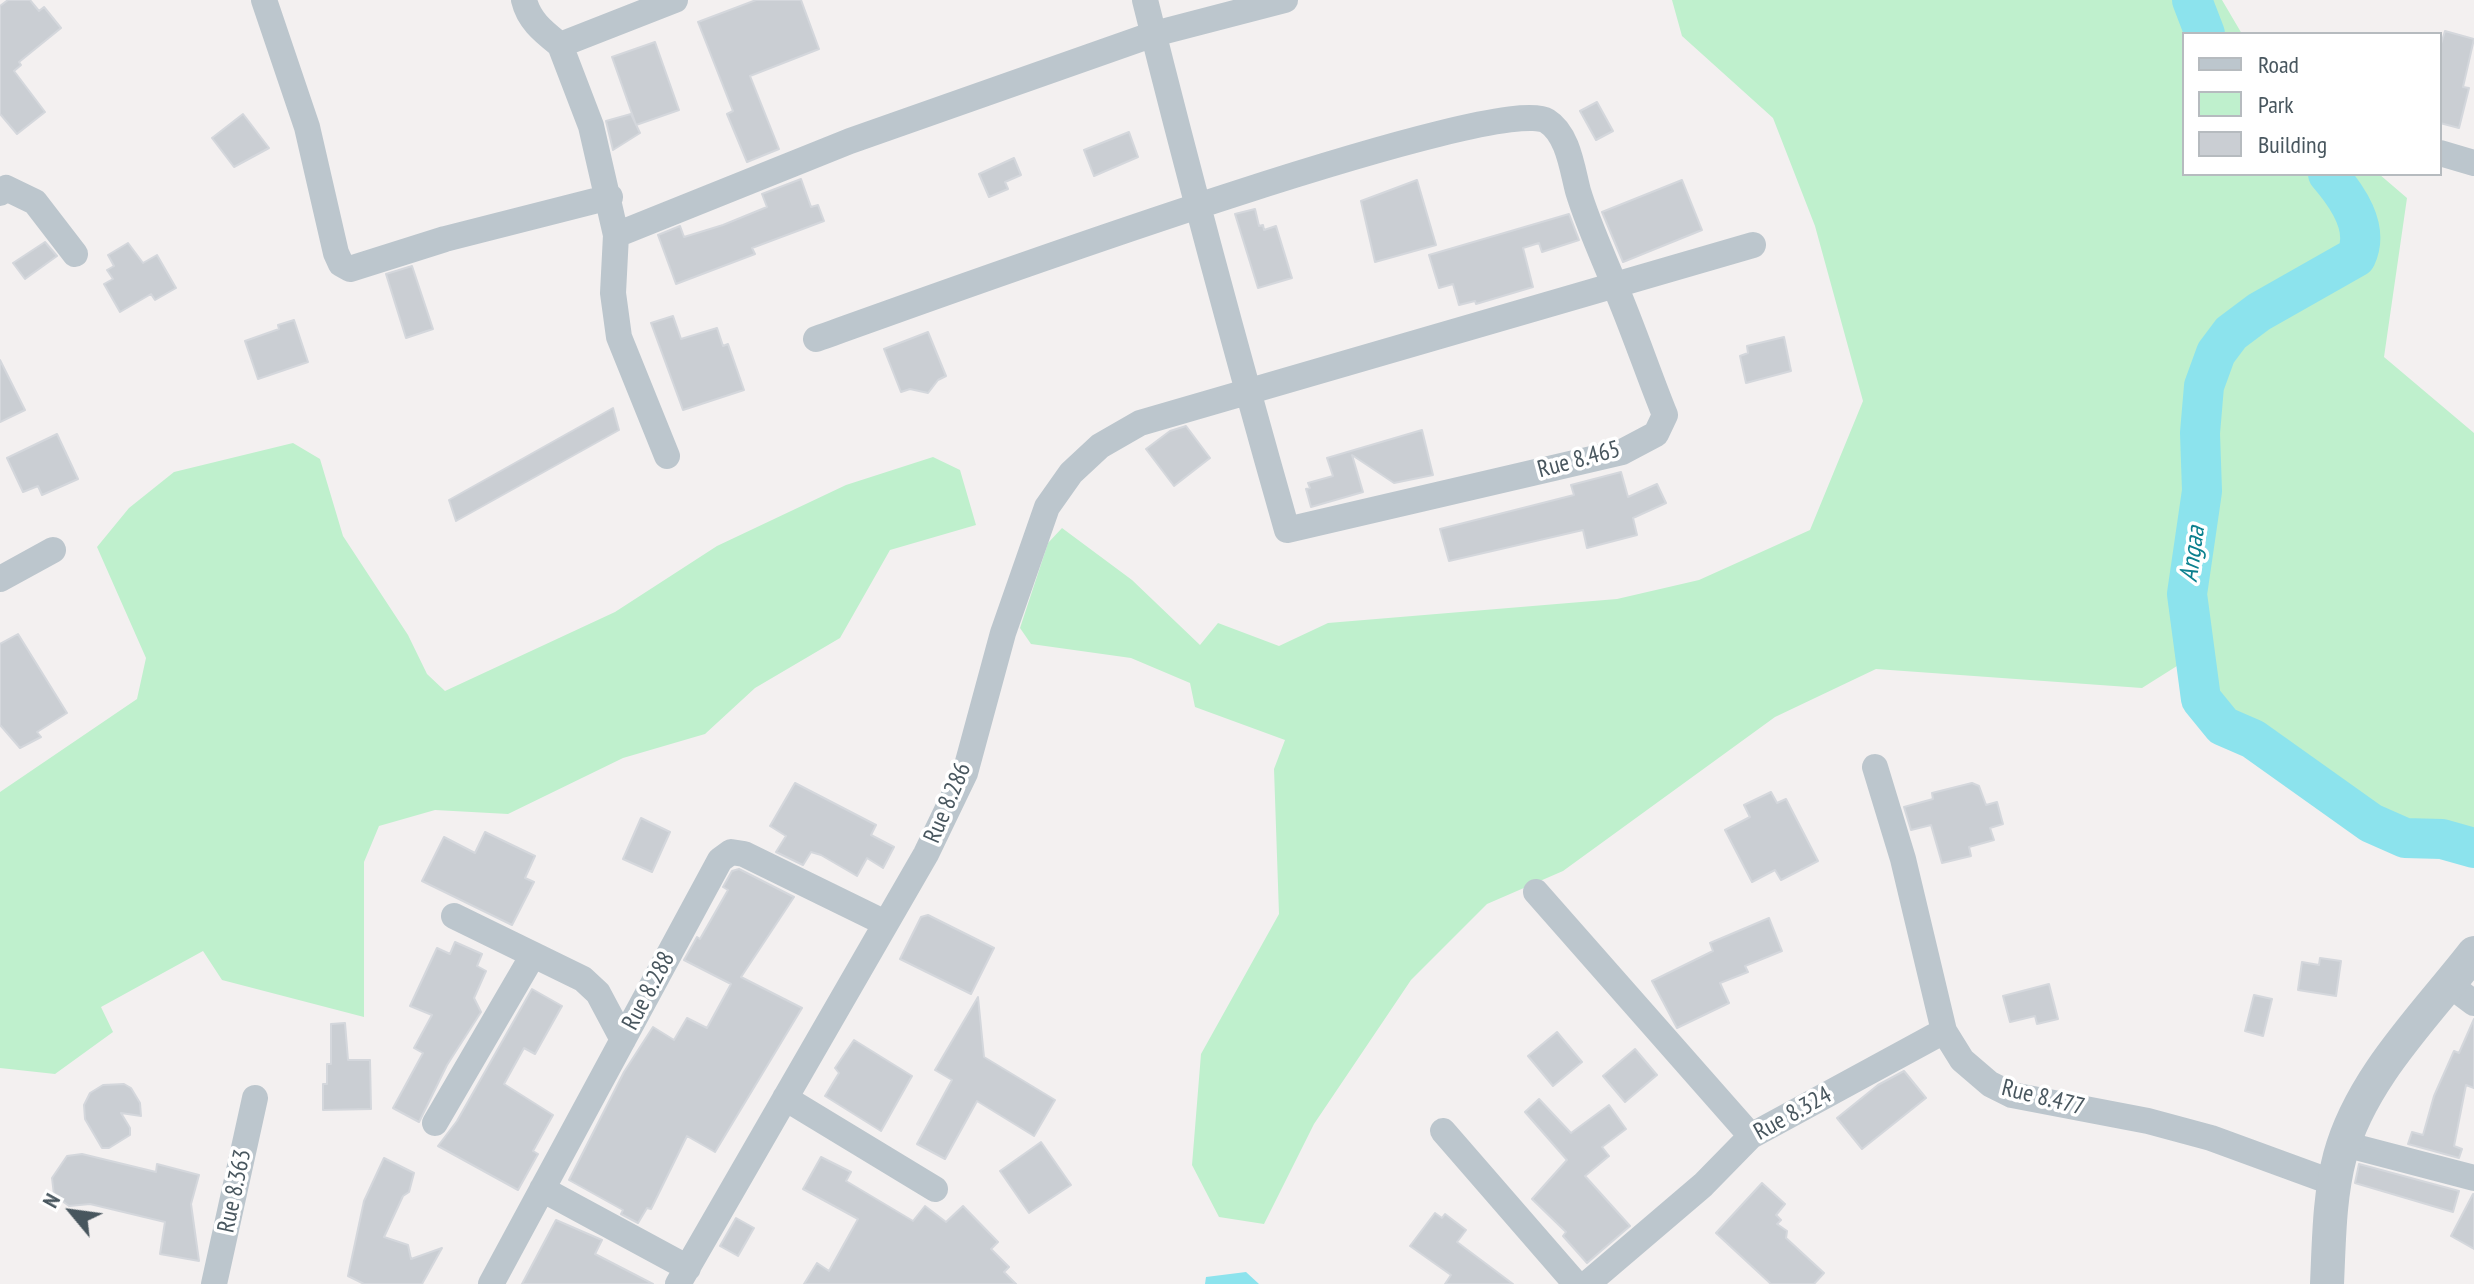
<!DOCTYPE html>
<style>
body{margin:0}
#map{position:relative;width:2474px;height:1284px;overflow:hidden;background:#f3f0f0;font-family:"PT Sans Narrow",sans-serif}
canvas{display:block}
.legend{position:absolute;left:2182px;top:32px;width:260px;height:144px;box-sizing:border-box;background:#fff;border:2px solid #b6bbbf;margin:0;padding:10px 14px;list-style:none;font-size:24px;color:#48565e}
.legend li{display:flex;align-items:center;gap:16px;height:40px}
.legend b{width:40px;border:2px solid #b6bbbf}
.north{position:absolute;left:32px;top:1172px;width:80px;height:80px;-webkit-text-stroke:6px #fff;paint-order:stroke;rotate:299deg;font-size:22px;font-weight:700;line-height:32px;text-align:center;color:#48565e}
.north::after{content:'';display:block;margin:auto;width:28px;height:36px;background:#48565e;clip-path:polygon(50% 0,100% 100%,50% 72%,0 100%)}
</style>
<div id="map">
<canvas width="2474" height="1284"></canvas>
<ul class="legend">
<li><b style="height:10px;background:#bcc6cd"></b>Road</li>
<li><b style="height:22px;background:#bff0cd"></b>Park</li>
<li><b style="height:22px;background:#caced3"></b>Building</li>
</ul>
<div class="north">N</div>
</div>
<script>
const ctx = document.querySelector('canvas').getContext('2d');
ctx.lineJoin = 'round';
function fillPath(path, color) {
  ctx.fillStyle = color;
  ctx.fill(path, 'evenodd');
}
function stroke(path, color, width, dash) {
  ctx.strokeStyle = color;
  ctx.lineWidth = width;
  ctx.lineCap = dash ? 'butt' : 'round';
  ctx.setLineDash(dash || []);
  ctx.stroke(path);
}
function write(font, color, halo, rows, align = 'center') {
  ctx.font = font + ' "PT Sans Narrow",sans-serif';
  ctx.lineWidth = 7;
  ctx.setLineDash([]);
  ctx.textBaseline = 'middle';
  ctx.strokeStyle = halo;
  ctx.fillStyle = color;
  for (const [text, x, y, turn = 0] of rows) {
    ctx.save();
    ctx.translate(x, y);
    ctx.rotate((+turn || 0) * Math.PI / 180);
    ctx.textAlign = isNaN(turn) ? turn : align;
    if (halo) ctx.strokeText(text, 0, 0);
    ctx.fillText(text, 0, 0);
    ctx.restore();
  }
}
fillPath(new Path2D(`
 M1672,0H2222L2242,34H2184V174H2379L2407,198L2384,357L2474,433V848L2442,839L2405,838L2371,823L2253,739L2223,726L2201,699L2196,654L2142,688L1876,669L1775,717L1563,871L1487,904L1411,980L1314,1124L1264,1224L1219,1217L1192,1165L1201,1054L1279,914L1274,769L1285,740L1195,707L1190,683L1131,658L1031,644L1020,628L1048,543L1062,528L1132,580L1200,645L1218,623L1279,646L1328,623L1617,599L1699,580L1810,530L1863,401L1815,226L1773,118L1682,36Z
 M293,443L320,459L343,536L408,635L427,674L445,691L615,612L717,546L846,485L933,457L960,470L976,525L890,550L840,638L755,688L705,734L623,758L508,814L435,810L379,826L364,862V1017L222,980L203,951L101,1007L113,1032L55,1074L0,1068V792L137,699L146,658L97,547L129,508L174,472Z`), '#bff0cd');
fillPath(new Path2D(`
 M1246,1272L1259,1284H1205L1206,1277Z`), '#8ce3ed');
stroke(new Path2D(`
 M2192,0L2205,34
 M2328,174C2347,196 2370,228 2356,257L2259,312L2231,333L2216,353L2204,386L2200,433L2202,491L2187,594L2201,699L2223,726L2253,739L2371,823L2405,838L2442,839L2474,848`), '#8ce3ed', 40);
const building = new Path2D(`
 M8,0H30L39,11L44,7L61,28L19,62L21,65L14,71L45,112L17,134L0,114V6Z
 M756,0H801L819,49L750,76L779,149L747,162L727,114L733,111L698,22Z
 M2445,31L2474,39L2463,87L2469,88L2459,128L2440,123V47Z
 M655,42L679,110L636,125L612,57Z
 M1597,102L1613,131L1596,140L1580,111Z
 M243,114L269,148L234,167L212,138Z
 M631,114L640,133L613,150L606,121Z
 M1129,132L1138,157L1094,176L1084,150Z
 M1014,158L1021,175L1005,182L1008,189L989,197L979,174Z
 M801,179L811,207L818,205L824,221L752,248L755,254L676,284L658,235L680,226L684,237L723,225L767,207L762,194Z
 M1417,180L1436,245L1375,262L1361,201Z
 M1682,180L1702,230L1623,262L1602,212Z
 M1255,209L1259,226L1263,225L1264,230L1276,226L1292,278L1258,288L1235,214Z
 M1569,214L1579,240L1542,252L1539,243L1523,248L1533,287L1476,304L1475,301L1459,305L1453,284L1439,288L1429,255Z
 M45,242L57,256L25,279L13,263Z
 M128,243L143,263L157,255L176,288L155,300L151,294L120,312L104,284L113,279L107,270L114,266L108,255Z
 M412,266L433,329L406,338L386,274Z
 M673,316L681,339L717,328L723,346L728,344L744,390L683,410L651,323Z
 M294,320L308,362L258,379L245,341L279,329L278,325Z
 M928,332L946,376L938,380L928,393L910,389L901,392L884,349Z
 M1784,337L1791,371L1746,383L1740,356L1748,353L1747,346Z
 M0,360L25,410L0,422Z
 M613,408L619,430L456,521L449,500Z
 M1186,426L1210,458L1174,486L1146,449L1170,431Z
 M1422,430L1433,475L1394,483L1352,455L1363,492L1311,507L1306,489L1310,488L1308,483L1333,476L1327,458Z
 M57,434L78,479L42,495L38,486L23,492L7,458Z
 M1621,472L1628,497L1657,484L1666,503L1633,518L1637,535L1587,548L1583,530L1449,561L1440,529L1574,495L1571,485Z
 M18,634L67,713L37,732L41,737L20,748L0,725V644Z
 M795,783L876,825L871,835L894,847L883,868L867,858L857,876L821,855L811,852L803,865L776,852L786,836L770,826Z
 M1972,783L1979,786L1986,805L1997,802L2003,824L1990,828L1994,840L1969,847L1971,856L1942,863L1931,825L1911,830L1904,807L1933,799L1932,793Z
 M1771,792L1777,803L1786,799L1818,861L1781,880L1775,870L1752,882L1725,830L1750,817L1744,805Z
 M641,818L670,832L652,872L623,859Z
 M485,832L535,856L525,878L534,882L512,925L422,881L444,837L475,853Z
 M739,869L794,897L741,977L802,1008L715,1152L687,1136L651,1209L647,1208L638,1223L621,1214L623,1210L569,1180L624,1072L653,1027L674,1040L687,1018L707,1028L731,984L684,960L697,937L700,939L728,890L723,887L732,871Z
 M928,915L994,948L971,994L900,959L921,917Z
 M1769,918L1782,951L1745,966L1748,972L1720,983L1729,1003L1677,1028L1652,981L1713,951L1710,943Z
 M455,942L482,954L477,966L486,971L474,998L481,1012L447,1065L419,1122L393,1108L423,1053L414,1048L432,1015L410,1006L437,948L450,954Z
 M2320,958L2341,961L2336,996L2298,990L2302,962L2319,965Z
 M2049,984L2058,1019L2037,1024L2035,1016L2010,1022L2003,996Z
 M532,989L562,1006L535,1054L524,1048L504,1084L553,1115L533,1151L538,1154L518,1190L438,1146L457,1121Z
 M2254,995L2272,999L2263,1036L2245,1031Z
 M978,997L984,1057L1055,1100L1034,1136L977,1101L945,1159L917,1144L952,1080L935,1070Z
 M2474,1019V1088L2466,1085L2454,1146L2462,1149L2459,1158L2408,1144L2412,1132L2423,1135L2434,1096L2454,1051L2459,1053Z
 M345,1023L348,1060H370L371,1109L323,1110V1084H327V1064H331V1024Z
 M1557,1032L1582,1062L1553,1086L1528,1056Z
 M854,1040L912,1076L881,1131L825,1096L839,1073L835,1068Z
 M1635,1049L1657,1075L1625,1102L1603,1076Z
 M1904,1071L1926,1098L1862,1149L1837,1118L1878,1085Z
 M124,1084L131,1088L140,1103L141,1116L121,1113L130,1128V1135L109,1148H102L85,1119L84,1105L90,1093L103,1085Z
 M1539,1099L1571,1133L1609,1105L1626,1129L1602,1147L1609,1156L1585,1176L1630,1226L1587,1263L1563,1236L1566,1232L1532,1199L1567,1160L1525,1112Z
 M1041,1142L1071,1185L1029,1213L1000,1171Z
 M82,1154L156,1172L157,1164L199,1175L191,1204L199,1261L160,1254L165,1222L90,1204L69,1206L54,1195L52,1178L67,1156Z
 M821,1157L851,1172L846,1181L913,1221L925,1206L946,1222L963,1206L998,1242L991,1249L1009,1267L1004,1272L1016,1284H804L817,1263L829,1271L858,1219L803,1189Z
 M384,1158L414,1173L409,1192L403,1196L384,1237L408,1245L411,1259L442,1248L422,1284H364L348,1276L364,1201Z
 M2359,1164L2459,1191L2453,1212L2355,1183Z
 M1762,1183L1785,1204L1776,1215L1781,1220L1777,1224L1787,1231L1786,1238L1824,1273L1814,1284H1771L1716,1233Z
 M2473,1194H2474V1249L2451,1236Z
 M1435,1213L1442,1218L1445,1214L1466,1230L1457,1242L1513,1284H1445L1451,1275L1410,1246Z
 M736,1218L754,1228L738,1256L720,1246Z
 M556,1220L602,1240L595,1254L653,1284H522Z`);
fillPath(building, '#caced3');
stroke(building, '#d4d7dc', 2);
stroke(new Path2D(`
 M264,0L307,127L336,253L341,264L350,269L445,239L610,197
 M524,0C529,21 544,32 560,45L675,0
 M560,45L591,126L616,235L850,141L1154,34L1285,0
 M2440,153L2474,163
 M0,193L6,188L35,202L75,254
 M616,235L613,293L619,337L667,456
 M816,339C906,307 1497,90 1547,121C1568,134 1572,168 1578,191C1588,224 1602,254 1615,286C1633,328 1648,373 1665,415L1656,434L1622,452L1287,530C1237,354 1189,177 1145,0
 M0,579L53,550
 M1875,767L1903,859L1944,1031L1962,1060L1990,1084L2012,1095L2148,1121L2211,1138L2334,1183
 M1536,892L1751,1136
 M454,916L583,979L598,993L623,1040
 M2450,985L2474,1003
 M785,1098L935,1189
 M435,1123L533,955
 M1443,1131L1576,1284
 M2344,1144L2474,1178
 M542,1189L688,1268
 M214,1284L255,1098
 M491,1284L720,860L731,852L744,854L885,923
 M678,1284L926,854L965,773L1003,633L1047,507L1071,473L1100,446L1140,423L1753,245
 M1587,1284L1703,1185L1751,1136L1944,1031`), '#bcc6cd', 26);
stroke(new Path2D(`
 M2327,1284C2329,1242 2329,1197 2340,1156C2361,1078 2426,1015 2474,953`), '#bcc6cd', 34);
write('24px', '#48565e', '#fff', [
 ["Rue 8.465",1579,460,-15],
 ["Rue 8.286",948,803,-67],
 ["Rue 8.288",649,991,-62],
 ["Rue 8.477",2043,1098,14],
 ["Rue 8.324",1793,1114,-29],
 ["Rue 8.363",235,1191,-78]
]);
write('italic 26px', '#0c808e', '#fff', [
 ["Angaa",2193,554,-82]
]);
</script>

————

WHAT THE TASK ASKS —
Please restate the material above line by line, exactly, beginning at its first line and ending with the line that contains "ctx.setLineDash(dash || []);", without any pictures.

ANSWER SPACE —
<!DOCTYPE html>
<style>
body{margin:0}
#map{position:relative;width:2474px;height:1284px;overflow:hidden;background:#f3f0f0;font-family:"PT Sans Narrow",sans-serif}
canvas{display:block}
.legend{position:absolute;left:2182px;top:32px;width:260px;height:144px;box-sizing:border-box;background:#fff;border:2px solid #b6bbbf;margin:0;padding:10px 14px;list-style:none;font-size:24px;color:#48565e}
.legend li{display:flex;align-items:center;gap:16px;height:40px}
.legend b{width:40px;border:2px solid #b6bbbf}
.north{position:absolute;left:32px;top:1172px;width:80px;height:80px;-webkit-text-stroke:6px #fff;paint-order:stroke;rotate:299deg;font-size:22px;font-weight:700;line-height:32px;text-align:center;color:#48565e}
.north::after{content:'';display:block;margin:auto;width:28px;height:36px;background:#48565e;clip-path:polygon(50% 0,100% 100%,50% 72%,0 100%)}
</style>
<div id="map">
<canvas width="2474" height="1284"></canvas>
<ul class="legend">
<li><b style="height:10px;background:#bcc6cd"></b>Road</li>
<li><b style="height:22px;background:#bff0cd"></b>Park</li>
<li><b style="height:22px;background:#caced3"></b>Building</li>
</ul>
<div class="north">N</div>
</div>
<script>
const ctx = document.querySelector('canvas').getContext('2d');
ctx.lineJoin = 'round';
function fillPath(path, color) {
  ctx.fillStyle = color;
  ctx.fill(path, 'evenodd');
}
function stroke(path, color, width, dash) {
  ctx.strokeStyle = color;
  ctx.lineWidth = width;
  ctx.lineCap = dash ? 'butt' : 'round';
  ctx.setLineDash(dash || []);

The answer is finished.